Immagine correlata25/01/1882 – Nasce a Londra la scrittrice, saggista e attivista britannica Virginia Woolf.

Il padre, sir Leslie Stephen (Foto), è un autore e un critico, mentre la madre è Julia Prinsep-Stephen, modella. Virginia e la sorella Vanessa vengono istruite in casa, mentre i fratelli maschi studiano a scuola e presso l’università di Cambridge. Nella sua giovinezza Virginia è vittima di due gravi episodi che la turbano nel profondo, segnandola inesorabilmente per il resto della sua vita: la tentata violenza sessuale da parte di uno dei suoi fratellastri nel 1888 e la morte della madre, con cui stabilisce un legame affettivo molto forte, avvenuta nel 1895. In queste circostanze soffre di nevrosi, malattia che all’epoca non si può curare con farmaci adeguati. La malattia riduce la sua attività letteraria. La giovane Virginia Stephen diventa a poco più di venti anni una scrittrice molto stimata, che collabora con il Times Litterary Supplement e che insegna storia nel Collegio di Morley.

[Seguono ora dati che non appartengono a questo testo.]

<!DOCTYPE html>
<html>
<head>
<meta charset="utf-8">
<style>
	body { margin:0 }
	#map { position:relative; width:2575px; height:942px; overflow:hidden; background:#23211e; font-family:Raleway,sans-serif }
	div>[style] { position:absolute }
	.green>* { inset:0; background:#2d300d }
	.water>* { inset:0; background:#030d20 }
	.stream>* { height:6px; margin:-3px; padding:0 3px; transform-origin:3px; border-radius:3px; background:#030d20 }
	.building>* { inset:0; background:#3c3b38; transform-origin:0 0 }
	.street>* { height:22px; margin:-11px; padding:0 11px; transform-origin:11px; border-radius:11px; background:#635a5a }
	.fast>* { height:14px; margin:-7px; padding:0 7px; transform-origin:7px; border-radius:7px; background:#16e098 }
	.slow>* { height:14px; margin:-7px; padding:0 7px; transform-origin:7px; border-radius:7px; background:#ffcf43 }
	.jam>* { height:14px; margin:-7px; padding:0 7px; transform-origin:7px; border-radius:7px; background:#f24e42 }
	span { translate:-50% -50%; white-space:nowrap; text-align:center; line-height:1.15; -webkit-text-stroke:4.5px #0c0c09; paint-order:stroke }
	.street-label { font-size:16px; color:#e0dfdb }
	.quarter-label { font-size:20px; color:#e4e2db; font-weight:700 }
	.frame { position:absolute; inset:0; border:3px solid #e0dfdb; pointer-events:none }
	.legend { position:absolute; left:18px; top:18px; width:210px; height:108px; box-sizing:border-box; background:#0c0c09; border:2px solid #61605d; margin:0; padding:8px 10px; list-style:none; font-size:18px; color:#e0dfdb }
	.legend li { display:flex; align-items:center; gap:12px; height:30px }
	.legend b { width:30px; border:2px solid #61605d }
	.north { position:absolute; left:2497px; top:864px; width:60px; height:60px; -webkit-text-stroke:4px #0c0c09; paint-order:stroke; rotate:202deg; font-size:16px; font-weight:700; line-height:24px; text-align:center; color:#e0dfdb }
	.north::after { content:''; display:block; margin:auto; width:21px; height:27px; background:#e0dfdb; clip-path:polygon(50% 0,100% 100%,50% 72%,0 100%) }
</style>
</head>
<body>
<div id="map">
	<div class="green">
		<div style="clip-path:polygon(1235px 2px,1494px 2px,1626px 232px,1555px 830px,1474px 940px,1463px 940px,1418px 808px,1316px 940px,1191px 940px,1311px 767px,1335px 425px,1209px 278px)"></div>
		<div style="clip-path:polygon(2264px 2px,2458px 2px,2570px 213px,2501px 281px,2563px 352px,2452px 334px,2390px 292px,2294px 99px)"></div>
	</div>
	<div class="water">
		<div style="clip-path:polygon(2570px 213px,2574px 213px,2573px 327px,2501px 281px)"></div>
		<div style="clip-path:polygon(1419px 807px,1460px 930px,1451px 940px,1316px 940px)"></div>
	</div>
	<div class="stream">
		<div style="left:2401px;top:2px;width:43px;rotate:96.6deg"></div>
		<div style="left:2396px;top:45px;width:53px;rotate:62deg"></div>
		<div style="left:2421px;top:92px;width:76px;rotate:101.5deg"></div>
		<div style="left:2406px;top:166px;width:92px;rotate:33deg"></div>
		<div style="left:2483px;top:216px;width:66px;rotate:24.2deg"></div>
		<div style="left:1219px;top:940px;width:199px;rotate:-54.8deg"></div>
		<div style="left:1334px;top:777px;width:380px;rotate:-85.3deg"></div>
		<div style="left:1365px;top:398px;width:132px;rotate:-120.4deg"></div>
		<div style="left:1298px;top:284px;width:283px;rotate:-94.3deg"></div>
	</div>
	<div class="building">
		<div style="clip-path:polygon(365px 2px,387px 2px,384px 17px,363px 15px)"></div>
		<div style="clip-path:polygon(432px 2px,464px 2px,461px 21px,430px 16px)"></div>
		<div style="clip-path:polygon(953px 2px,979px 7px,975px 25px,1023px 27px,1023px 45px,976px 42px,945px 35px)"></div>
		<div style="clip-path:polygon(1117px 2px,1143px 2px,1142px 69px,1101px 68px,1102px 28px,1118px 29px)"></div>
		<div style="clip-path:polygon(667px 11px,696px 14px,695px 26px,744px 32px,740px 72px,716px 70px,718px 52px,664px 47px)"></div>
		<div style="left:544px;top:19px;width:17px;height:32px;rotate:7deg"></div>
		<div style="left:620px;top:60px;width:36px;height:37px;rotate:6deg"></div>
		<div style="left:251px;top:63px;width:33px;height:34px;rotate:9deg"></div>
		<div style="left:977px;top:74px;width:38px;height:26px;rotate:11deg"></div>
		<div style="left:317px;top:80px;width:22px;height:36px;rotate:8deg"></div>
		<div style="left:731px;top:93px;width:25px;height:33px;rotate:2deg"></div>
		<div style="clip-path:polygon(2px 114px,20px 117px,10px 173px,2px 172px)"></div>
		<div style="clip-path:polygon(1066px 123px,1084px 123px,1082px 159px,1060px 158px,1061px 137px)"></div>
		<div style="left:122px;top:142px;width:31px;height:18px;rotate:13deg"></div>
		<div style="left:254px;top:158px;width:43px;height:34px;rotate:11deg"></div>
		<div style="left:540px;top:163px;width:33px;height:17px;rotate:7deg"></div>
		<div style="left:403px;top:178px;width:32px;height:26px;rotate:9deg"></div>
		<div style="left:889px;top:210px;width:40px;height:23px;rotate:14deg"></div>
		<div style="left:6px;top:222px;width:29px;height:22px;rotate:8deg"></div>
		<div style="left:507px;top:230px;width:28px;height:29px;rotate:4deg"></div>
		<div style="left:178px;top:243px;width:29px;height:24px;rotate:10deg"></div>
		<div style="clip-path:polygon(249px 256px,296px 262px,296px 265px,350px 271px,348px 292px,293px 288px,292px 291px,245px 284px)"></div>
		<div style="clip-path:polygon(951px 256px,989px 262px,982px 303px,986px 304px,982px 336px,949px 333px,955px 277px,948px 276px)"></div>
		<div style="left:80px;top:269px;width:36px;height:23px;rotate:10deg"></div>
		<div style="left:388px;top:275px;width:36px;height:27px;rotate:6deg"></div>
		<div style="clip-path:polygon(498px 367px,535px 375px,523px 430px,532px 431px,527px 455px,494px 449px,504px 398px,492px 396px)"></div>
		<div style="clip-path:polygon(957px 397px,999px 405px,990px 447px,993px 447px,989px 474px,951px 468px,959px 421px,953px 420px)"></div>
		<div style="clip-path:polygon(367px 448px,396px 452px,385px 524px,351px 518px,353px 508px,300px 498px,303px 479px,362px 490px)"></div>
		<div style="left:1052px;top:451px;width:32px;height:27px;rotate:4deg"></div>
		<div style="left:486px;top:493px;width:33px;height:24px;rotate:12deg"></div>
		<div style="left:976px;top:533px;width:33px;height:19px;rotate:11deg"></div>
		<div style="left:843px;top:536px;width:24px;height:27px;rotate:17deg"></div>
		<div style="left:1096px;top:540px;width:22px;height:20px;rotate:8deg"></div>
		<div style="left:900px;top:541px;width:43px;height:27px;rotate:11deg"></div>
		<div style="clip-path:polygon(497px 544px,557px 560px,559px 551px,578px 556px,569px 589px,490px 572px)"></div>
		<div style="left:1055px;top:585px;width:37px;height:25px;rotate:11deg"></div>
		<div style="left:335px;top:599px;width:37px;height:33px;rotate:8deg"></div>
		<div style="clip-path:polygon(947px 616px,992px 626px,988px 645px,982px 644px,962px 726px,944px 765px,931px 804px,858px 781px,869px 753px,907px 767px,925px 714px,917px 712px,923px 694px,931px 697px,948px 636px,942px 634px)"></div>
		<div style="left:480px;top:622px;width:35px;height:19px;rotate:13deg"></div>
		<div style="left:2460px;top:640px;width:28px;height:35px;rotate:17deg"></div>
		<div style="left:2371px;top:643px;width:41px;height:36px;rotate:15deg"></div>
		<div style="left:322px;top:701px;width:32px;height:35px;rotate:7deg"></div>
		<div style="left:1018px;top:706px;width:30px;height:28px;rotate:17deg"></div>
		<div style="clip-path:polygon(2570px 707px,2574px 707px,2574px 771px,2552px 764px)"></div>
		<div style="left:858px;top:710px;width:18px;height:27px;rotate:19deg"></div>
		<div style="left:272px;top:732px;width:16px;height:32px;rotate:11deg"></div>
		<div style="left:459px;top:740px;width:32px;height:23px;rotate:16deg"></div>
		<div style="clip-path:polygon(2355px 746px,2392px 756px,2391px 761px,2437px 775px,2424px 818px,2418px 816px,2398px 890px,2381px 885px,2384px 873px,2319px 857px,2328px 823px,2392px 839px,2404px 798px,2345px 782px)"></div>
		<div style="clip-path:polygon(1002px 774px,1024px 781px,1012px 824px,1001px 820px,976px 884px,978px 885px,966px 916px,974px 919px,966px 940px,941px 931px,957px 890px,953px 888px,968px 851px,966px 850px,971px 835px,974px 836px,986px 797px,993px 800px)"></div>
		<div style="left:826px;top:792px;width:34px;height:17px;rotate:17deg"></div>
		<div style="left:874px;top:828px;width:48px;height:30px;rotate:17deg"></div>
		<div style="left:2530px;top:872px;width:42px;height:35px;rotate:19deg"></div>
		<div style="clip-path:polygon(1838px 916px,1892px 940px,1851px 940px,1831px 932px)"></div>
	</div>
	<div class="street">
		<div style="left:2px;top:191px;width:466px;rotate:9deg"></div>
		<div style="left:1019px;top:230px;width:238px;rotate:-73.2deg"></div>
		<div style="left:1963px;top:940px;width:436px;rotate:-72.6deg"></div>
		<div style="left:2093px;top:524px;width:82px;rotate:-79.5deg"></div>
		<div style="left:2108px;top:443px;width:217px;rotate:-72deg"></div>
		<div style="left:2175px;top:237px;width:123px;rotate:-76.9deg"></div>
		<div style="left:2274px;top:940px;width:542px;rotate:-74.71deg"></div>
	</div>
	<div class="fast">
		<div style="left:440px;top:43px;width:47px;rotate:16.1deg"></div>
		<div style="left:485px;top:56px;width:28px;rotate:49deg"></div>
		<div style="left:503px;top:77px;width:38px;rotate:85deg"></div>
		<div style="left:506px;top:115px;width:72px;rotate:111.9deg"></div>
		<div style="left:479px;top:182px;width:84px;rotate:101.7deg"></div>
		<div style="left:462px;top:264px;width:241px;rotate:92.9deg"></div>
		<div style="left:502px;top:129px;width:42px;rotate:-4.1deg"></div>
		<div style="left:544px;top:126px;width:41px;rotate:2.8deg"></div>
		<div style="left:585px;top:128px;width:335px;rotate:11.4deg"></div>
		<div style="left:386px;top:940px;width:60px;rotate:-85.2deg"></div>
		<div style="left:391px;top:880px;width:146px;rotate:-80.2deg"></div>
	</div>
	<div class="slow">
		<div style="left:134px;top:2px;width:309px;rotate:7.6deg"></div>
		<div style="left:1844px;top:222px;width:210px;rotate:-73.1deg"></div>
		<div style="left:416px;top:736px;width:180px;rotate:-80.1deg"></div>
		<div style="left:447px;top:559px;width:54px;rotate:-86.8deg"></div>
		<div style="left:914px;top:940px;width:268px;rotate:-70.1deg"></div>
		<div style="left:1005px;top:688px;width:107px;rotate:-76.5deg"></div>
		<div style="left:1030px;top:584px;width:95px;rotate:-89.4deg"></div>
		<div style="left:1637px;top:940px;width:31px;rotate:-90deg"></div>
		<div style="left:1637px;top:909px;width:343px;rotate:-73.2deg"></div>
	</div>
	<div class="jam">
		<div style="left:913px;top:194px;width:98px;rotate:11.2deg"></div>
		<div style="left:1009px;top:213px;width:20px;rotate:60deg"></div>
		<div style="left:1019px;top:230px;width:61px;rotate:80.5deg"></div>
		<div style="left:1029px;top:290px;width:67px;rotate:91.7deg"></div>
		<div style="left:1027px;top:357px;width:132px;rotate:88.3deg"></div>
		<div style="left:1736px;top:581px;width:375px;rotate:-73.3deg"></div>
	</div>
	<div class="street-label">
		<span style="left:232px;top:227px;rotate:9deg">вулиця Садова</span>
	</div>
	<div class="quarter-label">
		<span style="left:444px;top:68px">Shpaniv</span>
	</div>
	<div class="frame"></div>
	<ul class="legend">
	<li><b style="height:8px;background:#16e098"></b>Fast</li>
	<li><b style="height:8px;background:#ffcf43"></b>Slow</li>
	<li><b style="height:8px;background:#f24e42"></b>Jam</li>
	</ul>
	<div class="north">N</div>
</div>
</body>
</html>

Nel 1904 muore il padre e la scrittrice è libera di manifestare tutto il suo estro creativo nella sua attività. Insieme al fratello Thoby e alla sorella Vanessa lascia la casa natale per trasferirsi nel quartiere di Bloomsbury. In quell’anno la scrittrice inglese prende parte così alla fondazione del Bloomsbury set, un gruppo di intellettuali che domineranno la vita culturale inglese per circa un trentennio. Gli incontri tra gli intellettuali inglesi si tengono ogni giovedì sera e si discute di politica, arte e storia. In questi anni dà ripetizioni alle operaie la sera in un collegio di periferia e medita nei gruppi delle suffragette. Nel 1912 sposa Leonard Woolf, teorico politico. Nonostante la sua grandezza letteraria e la stesura del suo primo racconto, “The Voyage Out”, Virginia Woolf continua ad avere numerose crisi psichiche ed è colpita da una grande depressione da cui fatica a riprendersi e che la porta a un tentativo di suicidio. Tre anni dopo la scrittrice realizza il brillante romanzo “La crociera”, legato alla tradizione letteraria ottocentesca e alle innumerevoli letture illuministiche fatte in giovinezza nella biblioteca paterna.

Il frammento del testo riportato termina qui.